Oregon Supreme Court heard arguments at 9:00 this morning (assuming that the snowfall didn't disrupt the schedule).
On review, the issue is:
Did the Court of Appeals err in concluding that the "Arts Tax" is not a poll or head tax under Article IX, section 1a, of the Oregon Constitution?
Previous rulings declared that the "Arts Tax" is not an unconstitutional head tax because there are limited exceptions: if a person doesn't make $1000 per year, that person does not have to pay. Nor does one have to pay if he or she is under 18, or if his or her income is from a pension derived as a retired public employee.
The rulings ignore the fact that, prior to the head tax being banned in the state Constitution, head taxes included limited exceptions; in the pre-1910 era here, all people other than males between the ages of 21 and 50 were exempt from requirements to pay the head tax - and this was banned in the Constitutional amendment that disallowed head taxes in the state.
Up next, in all probability: the Fishing Tax.

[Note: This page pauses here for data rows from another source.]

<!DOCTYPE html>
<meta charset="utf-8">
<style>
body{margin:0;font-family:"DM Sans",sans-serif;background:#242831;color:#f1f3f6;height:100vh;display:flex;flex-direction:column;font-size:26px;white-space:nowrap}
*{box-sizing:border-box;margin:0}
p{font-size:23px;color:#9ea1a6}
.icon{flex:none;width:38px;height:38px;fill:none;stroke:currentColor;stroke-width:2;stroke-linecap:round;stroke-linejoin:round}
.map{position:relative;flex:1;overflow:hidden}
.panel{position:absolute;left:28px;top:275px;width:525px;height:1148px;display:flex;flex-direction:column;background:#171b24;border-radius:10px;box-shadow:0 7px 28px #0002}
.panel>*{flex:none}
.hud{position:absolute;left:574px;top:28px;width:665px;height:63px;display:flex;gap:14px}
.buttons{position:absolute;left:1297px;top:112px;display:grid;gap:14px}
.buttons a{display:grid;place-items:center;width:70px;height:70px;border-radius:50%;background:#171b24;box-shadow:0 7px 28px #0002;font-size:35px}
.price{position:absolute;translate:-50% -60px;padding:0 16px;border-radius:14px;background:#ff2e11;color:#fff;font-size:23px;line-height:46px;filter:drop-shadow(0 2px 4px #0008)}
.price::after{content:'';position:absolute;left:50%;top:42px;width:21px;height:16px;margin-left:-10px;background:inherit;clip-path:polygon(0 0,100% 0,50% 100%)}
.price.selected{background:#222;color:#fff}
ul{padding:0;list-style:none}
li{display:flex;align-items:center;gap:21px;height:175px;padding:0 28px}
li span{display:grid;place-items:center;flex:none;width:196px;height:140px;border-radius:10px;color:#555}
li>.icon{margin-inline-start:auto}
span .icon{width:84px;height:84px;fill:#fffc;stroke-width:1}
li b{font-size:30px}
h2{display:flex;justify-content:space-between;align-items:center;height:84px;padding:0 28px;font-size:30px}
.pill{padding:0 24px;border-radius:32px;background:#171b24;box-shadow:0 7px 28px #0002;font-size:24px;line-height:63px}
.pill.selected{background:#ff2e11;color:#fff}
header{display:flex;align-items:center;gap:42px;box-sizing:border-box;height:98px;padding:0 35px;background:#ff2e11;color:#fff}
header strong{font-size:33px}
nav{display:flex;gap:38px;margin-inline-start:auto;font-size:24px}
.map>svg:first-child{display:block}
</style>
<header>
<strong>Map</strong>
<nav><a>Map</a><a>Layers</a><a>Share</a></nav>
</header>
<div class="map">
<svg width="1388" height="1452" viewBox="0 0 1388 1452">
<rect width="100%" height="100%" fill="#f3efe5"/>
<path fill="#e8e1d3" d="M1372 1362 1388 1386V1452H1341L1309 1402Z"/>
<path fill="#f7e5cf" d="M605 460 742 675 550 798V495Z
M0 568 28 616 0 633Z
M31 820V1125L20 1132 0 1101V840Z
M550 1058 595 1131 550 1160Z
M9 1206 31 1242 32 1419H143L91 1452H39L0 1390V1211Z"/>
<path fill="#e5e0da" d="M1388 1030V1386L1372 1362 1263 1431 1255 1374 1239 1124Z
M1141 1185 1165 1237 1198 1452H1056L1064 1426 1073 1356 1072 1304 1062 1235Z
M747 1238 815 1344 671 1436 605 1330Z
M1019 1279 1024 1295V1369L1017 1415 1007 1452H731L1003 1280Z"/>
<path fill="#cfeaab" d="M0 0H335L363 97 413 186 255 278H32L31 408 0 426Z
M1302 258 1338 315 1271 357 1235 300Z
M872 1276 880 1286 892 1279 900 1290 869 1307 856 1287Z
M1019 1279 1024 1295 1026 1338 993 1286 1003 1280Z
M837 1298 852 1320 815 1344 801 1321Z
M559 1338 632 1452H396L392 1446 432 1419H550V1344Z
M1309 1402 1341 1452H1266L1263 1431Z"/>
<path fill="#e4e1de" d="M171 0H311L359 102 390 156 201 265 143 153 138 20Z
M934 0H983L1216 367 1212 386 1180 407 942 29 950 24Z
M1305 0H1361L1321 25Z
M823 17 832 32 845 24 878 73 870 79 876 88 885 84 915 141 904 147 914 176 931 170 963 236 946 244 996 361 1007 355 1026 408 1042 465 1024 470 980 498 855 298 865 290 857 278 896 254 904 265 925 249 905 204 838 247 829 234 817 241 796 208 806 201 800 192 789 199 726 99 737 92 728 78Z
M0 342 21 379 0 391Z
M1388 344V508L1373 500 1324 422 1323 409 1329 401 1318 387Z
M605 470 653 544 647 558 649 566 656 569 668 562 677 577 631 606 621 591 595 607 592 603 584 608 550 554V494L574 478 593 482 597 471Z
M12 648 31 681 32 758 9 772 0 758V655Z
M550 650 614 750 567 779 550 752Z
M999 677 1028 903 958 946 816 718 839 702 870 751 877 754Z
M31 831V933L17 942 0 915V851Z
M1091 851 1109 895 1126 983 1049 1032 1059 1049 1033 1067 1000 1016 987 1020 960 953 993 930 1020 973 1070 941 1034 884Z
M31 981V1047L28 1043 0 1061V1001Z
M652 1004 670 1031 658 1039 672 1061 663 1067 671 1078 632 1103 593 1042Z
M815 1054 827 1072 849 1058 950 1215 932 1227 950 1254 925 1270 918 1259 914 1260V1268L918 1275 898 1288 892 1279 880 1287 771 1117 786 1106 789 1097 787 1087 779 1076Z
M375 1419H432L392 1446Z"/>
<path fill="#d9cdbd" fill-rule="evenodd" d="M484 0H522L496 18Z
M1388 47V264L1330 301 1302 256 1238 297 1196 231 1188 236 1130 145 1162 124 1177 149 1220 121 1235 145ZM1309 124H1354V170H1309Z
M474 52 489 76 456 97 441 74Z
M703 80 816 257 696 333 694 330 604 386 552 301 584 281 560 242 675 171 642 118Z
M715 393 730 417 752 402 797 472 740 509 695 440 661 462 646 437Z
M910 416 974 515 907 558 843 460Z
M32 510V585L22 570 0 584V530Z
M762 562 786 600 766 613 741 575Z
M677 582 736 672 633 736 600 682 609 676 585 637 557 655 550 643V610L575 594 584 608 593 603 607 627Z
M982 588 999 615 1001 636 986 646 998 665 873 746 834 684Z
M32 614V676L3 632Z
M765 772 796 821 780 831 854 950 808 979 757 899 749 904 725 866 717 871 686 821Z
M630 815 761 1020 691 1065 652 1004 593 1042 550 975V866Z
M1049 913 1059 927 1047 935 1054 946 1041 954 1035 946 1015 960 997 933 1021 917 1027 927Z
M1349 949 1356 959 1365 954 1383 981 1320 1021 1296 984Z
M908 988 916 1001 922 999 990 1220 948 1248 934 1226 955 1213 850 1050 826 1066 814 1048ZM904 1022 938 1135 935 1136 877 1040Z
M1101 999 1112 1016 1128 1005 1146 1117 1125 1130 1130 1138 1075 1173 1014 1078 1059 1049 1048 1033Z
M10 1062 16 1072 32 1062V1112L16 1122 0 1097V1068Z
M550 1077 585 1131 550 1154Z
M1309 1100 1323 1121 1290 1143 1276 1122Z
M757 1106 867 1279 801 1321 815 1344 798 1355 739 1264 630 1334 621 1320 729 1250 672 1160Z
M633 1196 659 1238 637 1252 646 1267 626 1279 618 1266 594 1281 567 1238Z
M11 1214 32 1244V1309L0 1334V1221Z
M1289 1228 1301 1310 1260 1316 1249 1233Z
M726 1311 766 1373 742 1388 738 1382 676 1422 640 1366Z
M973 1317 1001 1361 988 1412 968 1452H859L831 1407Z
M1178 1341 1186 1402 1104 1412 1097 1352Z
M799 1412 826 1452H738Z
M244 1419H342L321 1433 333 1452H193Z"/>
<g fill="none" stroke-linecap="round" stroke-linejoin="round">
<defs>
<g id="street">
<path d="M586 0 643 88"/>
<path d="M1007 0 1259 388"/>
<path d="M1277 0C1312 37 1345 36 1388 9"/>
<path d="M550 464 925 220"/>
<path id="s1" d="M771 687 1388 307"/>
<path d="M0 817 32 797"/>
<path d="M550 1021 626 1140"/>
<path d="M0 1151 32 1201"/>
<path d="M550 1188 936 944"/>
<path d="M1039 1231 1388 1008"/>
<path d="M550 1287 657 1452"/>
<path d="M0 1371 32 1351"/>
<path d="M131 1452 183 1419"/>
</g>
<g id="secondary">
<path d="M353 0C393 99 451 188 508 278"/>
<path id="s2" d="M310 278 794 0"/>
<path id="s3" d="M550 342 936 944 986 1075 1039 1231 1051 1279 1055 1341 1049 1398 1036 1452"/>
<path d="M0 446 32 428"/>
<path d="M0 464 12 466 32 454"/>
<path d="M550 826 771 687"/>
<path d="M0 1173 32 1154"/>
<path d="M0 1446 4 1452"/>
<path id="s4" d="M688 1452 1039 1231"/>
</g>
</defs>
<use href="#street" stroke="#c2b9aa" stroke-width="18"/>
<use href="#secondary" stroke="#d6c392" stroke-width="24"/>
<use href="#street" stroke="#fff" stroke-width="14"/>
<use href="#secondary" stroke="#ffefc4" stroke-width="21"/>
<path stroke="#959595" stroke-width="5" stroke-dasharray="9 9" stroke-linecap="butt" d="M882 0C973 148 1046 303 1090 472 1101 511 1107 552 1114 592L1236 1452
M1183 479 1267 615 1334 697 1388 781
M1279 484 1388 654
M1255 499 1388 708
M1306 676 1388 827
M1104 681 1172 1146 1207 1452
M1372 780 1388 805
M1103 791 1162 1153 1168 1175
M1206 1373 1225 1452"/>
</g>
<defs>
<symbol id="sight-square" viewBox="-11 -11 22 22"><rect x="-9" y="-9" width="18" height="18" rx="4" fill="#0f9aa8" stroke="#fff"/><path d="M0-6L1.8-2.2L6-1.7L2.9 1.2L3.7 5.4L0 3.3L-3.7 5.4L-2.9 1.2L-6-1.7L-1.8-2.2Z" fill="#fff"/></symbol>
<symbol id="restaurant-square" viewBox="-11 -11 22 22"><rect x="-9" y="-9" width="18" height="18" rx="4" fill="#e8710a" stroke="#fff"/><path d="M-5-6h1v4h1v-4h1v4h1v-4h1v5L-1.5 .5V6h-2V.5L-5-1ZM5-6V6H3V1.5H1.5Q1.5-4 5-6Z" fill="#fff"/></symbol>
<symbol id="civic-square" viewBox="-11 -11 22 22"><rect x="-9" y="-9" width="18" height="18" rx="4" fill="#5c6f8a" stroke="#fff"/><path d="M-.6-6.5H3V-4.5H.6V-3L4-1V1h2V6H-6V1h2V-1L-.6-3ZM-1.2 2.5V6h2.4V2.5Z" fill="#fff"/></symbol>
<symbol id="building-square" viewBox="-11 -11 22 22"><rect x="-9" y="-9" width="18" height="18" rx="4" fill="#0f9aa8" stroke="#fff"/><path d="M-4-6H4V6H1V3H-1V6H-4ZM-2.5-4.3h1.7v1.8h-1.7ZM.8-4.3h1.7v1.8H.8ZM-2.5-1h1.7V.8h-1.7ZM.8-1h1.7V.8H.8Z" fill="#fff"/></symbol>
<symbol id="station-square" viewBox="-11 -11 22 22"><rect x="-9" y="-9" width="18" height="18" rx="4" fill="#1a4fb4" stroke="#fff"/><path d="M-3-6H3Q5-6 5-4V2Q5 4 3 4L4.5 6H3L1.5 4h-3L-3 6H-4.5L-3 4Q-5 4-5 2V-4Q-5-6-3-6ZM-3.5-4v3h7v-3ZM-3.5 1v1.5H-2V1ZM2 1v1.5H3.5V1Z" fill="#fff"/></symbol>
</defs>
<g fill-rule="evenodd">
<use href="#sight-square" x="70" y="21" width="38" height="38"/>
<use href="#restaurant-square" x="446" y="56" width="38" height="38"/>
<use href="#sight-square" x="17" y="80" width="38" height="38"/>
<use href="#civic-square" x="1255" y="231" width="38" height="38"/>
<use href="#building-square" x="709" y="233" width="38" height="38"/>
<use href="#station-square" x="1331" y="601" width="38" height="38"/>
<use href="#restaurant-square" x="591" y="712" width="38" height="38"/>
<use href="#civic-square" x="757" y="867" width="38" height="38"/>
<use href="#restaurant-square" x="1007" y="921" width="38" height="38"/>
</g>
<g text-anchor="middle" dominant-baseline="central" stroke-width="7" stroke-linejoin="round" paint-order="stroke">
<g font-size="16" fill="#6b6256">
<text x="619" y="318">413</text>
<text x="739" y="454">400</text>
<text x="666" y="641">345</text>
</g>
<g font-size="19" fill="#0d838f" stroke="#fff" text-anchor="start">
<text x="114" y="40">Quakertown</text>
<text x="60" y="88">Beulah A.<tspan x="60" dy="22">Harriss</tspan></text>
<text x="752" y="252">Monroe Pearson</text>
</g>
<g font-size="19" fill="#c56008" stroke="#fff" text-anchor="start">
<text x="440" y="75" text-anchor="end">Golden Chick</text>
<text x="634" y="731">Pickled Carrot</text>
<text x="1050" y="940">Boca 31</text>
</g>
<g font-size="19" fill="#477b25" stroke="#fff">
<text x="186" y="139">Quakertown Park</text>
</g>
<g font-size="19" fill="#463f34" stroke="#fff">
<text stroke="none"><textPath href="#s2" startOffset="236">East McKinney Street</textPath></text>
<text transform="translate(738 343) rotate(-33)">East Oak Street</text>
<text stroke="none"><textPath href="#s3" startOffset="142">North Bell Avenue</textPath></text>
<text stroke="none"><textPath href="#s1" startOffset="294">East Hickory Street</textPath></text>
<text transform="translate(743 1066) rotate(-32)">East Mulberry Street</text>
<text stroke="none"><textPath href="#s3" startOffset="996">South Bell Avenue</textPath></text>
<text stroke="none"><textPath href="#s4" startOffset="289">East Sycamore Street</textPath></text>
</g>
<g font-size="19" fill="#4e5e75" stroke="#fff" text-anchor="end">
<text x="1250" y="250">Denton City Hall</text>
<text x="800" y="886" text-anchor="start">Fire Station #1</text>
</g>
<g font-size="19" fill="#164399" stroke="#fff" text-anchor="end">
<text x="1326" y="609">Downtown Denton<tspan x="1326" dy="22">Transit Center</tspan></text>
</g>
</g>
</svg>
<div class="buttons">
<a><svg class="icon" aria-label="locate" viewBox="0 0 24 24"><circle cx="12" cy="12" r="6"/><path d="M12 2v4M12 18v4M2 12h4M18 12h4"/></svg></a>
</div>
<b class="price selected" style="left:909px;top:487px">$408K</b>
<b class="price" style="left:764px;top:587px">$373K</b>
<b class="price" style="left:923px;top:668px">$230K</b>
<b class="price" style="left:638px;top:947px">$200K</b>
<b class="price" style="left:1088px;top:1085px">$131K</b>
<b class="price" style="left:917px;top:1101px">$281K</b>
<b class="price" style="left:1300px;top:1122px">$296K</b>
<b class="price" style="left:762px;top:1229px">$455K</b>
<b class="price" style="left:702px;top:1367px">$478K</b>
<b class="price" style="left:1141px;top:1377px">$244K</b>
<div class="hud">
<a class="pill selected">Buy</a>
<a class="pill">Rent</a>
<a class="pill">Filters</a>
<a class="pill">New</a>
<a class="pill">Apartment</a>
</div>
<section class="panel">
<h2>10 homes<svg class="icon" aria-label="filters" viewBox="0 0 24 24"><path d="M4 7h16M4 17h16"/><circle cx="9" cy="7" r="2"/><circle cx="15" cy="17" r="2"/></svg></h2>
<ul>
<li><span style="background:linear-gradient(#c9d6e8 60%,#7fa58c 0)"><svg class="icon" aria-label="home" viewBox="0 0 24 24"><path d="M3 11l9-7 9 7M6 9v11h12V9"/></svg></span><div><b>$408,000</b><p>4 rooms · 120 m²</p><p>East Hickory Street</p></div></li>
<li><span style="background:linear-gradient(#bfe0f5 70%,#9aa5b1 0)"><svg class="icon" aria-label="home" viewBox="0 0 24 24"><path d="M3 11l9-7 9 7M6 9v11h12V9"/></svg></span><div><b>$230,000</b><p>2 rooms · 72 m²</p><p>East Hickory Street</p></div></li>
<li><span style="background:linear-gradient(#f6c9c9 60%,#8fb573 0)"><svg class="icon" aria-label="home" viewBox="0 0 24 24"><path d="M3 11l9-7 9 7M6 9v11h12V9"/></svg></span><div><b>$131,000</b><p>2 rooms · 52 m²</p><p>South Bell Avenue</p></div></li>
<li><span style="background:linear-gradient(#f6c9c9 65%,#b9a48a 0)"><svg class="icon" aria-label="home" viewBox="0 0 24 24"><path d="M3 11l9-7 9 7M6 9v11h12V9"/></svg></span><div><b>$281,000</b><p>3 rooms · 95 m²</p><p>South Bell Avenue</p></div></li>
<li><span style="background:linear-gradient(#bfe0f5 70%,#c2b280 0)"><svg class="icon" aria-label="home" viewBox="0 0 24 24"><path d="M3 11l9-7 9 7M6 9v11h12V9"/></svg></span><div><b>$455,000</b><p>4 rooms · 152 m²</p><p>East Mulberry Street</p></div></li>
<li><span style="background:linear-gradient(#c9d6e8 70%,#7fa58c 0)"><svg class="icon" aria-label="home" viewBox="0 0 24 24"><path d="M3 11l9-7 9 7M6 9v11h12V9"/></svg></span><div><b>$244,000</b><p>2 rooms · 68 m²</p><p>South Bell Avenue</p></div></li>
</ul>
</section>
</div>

Heck, since they figure that they can tax you to support "Arts" that don't interest you, why not tax you to support other hobbies that don't interest you? In the Fishing Tax, some 65-70% of the money would be used to teach children fly-tying, fly-fishing, proper handling, etc., and would also support the purchase of fishing licenses for the underprivileged. 10% of revenue generated would be needed for administration, as is currently the case with their "Arts Tax", and the remaining funds could be allocated to deserving groups such as Northwest Steelheaders and the Columbia River gillnetters.
That's exactly the way the "Arts Tax" monies are allocated: 65-70% goes to teach kids how to make "suncatchers" and other cool but useless stuff, 10% goes to administration, and the rest goes to the Regional Arts Council, which provides funding for projects such as the pile of rusted metal on the east end of the Hawthorne Bridge, as well as to impoverished arts programs such as Oregon Symphony and Oregon Ballet. And you know how often you visit those venues.